The small, mostly non-paved roads through the Ardennes were actually a severe bottleneck and slowed down Wehrmacht considerably, so the French got it half right. If they had not stuck to the belief and had reacted faster, the entire offensive could have been stalled then and there.
Regarding the French tanks, they were still designed with a rerun of WW1 in mind. Heavy armour is nice if you expect frontal attacks on fixed positions or defend a fixed position yourself. Of course, speed is of minimal importance in such a role. Plus, if you are not manoeuvering much, you can dispense with the radio which is just expensive and unnecessary gear, it takes space inside the tank and might require an extra crewmember.
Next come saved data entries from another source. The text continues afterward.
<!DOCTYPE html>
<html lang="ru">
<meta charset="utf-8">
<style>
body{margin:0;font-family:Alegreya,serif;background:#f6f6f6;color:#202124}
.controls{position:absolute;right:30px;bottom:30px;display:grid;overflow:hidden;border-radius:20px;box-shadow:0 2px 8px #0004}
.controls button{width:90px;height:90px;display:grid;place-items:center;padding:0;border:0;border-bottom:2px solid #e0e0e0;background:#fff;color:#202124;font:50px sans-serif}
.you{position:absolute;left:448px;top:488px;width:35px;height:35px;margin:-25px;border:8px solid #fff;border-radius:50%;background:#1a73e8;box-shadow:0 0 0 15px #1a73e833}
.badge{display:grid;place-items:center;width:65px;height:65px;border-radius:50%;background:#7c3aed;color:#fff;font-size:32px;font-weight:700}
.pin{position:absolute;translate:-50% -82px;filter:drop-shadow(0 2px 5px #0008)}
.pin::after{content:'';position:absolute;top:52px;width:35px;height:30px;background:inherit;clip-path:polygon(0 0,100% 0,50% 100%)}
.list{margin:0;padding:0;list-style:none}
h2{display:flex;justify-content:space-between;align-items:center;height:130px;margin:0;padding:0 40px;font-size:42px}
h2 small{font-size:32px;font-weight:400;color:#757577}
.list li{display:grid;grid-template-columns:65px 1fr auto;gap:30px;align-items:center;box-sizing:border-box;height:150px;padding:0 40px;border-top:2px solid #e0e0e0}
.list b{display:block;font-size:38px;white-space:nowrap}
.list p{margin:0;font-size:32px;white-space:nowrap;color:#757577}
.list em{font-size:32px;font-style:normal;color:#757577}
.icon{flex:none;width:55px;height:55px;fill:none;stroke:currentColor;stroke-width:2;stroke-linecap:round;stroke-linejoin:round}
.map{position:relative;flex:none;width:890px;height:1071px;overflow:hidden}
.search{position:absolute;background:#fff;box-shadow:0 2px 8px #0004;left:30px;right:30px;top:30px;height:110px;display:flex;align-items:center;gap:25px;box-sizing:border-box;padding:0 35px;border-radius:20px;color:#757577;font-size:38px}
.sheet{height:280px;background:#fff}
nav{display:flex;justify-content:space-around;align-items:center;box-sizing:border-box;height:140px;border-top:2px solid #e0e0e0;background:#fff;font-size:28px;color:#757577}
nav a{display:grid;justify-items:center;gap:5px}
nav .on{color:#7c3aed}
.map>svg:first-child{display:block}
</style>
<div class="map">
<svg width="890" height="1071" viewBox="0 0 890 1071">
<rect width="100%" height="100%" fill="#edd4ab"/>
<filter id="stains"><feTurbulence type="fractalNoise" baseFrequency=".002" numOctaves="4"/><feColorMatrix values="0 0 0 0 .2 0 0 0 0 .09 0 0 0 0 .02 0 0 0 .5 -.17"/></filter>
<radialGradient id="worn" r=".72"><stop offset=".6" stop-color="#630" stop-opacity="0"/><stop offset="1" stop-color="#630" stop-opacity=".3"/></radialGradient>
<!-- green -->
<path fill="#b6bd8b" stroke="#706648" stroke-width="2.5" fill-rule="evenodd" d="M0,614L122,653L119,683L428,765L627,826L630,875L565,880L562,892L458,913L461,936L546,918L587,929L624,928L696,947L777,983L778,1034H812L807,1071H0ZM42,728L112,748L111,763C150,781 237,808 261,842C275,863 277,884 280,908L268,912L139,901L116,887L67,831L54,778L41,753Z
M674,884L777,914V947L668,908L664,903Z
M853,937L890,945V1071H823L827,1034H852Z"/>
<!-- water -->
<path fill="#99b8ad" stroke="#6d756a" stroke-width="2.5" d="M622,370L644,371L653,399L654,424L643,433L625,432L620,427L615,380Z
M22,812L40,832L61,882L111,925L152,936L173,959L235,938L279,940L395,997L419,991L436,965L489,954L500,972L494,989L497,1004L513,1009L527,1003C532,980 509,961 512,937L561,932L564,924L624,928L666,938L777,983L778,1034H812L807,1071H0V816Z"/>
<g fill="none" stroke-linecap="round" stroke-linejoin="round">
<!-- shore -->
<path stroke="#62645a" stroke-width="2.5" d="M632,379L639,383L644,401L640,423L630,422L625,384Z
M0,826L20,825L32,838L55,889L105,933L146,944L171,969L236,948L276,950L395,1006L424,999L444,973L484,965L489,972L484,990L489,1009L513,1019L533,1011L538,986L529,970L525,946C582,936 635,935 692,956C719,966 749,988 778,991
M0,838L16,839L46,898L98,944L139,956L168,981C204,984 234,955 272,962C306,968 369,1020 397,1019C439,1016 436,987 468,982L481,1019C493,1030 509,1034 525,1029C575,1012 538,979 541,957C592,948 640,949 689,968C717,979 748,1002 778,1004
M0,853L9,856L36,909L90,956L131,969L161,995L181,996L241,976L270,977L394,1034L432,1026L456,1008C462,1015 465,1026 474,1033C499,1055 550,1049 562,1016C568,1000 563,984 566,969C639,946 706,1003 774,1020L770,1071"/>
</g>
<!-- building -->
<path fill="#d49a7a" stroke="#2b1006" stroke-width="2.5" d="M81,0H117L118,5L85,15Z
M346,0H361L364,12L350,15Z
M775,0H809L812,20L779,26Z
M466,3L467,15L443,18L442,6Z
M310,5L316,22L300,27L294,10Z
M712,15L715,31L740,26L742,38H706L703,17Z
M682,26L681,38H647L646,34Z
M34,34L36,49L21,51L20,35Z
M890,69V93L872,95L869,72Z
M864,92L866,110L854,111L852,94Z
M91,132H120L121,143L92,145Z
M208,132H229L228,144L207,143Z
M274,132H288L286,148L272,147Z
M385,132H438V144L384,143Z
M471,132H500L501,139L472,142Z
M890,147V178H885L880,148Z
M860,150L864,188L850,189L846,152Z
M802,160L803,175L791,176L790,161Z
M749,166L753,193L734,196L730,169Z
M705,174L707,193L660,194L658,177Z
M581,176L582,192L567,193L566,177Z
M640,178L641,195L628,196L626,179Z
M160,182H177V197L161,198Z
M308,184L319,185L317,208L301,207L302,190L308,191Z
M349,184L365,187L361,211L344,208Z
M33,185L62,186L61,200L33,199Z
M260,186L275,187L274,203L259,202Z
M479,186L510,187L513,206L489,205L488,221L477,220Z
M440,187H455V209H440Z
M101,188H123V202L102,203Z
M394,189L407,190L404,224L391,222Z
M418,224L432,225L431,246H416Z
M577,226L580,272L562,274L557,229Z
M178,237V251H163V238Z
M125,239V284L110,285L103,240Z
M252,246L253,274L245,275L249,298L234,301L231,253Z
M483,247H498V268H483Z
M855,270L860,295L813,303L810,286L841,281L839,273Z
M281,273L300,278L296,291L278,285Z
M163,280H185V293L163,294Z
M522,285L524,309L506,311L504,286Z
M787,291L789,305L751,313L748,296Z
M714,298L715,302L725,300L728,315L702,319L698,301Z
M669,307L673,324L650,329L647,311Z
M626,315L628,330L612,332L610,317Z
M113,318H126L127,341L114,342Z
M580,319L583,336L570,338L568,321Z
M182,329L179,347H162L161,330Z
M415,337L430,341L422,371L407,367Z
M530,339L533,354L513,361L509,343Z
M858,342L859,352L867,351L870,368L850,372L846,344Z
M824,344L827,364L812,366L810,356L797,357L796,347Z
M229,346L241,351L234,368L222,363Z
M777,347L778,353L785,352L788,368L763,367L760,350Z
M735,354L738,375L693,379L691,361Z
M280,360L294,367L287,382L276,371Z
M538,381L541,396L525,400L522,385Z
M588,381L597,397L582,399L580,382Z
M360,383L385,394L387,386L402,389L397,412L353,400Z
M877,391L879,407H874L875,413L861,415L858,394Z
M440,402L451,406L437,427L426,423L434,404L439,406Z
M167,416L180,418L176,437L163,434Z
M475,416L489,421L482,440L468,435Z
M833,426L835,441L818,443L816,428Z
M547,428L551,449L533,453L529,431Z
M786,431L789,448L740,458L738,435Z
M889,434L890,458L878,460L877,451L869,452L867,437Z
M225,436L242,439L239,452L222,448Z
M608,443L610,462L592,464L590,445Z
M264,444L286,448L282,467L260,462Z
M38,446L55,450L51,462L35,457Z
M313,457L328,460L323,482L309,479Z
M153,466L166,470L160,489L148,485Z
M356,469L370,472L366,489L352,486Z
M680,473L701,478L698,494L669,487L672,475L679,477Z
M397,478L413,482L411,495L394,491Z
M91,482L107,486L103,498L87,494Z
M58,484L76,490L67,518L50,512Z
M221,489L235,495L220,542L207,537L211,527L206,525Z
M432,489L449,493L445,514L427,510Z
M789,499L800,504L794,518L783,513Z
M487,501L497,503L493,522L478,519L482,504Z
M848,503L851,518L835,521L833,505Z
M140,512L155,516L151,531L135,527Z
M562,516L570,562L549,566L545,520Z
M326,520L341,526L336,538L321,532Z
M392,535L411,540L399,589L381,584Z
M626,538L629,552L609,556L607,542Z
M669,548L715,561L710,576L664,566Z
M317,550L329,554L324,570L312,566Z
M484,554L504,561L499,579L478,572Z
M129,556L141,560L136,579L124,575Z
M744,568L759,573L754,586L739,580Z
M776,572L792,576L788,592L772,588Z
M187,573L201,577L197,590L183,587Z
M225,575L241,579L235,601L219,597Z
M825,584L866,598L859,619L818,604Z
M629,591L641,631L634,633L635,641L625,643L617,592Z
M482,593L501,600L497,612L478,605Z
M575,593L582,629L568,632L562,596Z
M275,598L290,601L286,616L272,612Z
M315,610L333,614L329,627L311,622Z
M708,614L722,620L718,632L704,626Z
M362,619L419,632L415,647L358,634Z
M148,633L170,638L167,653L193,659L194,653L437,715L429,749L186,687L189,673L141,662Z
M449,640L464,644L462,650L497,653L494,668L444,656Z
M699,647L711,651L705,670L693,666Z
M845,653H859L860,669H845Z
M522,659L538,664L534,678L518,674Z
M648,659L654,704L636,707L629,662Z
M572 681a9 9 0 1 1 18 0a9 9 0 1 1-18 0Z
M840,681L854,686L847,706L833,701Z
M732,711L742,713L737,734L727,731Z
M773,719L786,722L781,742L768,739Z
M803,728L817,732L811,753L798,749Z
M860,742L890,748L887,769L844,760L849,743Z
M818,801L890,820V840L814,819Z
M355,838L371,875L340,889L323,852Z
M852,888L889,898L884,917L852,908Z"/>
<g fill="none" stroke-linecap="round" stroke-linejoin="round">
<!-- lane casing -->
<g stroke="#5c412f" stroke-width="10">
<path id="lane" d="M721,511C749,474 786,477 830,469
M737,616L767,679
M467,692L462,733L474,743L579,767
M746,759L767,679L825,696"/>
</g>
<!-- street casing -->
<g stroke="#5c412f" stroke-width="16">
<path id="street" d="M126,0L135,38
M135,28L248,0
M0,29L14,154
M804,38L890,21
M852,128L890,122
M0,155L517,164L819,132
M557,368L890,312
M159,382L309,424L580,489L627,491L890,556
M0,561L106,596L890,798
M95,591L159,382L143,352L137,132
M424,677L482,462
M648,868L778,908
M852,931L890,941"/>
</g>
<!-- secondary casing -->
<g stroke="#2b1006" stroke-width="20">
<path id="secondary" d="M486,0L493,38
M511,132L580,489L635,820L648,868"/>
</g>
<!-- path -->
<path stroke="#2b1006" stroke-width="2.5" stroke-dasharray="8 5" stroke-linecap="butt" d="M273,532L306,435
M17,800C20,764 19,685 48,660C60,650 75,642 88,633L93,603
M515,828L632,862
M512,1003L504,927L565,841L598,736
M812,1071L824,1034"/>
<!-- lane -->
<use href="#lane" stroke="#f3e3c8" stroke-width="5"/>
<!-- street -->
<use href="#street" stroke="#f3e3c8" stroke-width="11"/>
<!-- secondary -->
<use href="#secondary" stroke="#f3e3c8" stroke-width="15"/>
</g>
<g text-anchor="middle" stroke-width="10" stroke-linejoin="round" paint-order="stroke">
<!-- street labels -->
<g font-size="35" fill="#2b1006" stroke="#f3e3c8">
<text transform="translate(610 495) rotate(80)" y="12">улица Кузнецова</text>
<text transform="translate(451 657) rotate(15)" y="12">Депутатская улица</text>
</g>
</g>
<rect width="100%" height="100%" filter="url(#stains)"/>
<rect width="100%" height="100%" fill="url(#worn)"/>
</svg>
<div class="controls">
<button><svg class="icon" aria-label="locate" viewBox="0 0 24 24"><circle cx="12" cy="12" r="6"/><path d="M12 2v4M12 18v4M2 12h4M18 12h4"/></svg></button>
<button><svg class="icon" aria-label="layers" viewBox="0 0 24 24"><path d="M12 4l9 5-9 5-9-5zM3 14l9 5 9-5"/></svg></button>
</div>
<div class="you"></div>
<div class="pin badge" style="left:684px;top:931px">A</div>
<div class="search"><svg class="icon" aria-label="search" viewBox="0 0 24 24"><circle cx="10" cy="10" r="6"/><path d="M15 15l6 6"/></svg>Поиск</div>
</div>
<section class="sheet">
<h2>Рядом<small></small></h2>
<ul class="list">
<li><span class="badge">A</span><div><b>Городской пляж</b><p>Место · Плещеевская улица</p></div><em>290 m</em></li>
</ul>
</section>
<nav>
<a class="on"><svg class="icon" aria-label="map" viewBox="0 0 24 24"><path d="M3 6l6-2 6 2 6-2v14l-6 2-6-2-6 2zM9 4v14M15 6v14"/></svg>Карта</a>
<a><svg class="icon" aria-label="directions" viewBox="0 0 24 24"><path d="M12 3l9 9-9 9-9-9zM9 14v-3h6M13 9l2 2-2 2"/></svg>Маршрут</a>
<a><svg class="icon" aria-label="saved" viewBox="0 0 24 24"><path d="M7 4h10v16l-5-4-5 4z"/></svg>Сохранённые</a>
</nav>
Also, since you are not manoeuvering much, you don't need to be able to drive long distances range-wise or service-wise, just to support a charge across the no man's land before stopping and waiting for the battlelines to shift and the logistics train to catch up.
In a tank-to-tank fight, the French tanks would give a beating to the Germans. And they had more tanks than Germany, PLUS what the BEF would bring. But the crafty Germans had made their Panzers fast, mechanically reliable (before they got the fascination with heavy tanks) and with radios (to coordinate a large fast-moving force), so they simply outmanoeuvered and outran the French tanks, leaving infantry, 88s and Stukas to deal with them. The German used the tanks to zip through the front lines and wreak havoc among the rear echelon which was completely defenseless.
The irony of the situation was that at the time of surrender, the French Army was still largely intact (Dolchstoß much?), except that it was completely in the wrong place with no realistic chance of getting itself in time where it should have been, and had its supply lines cut by the fast-moving Panzers.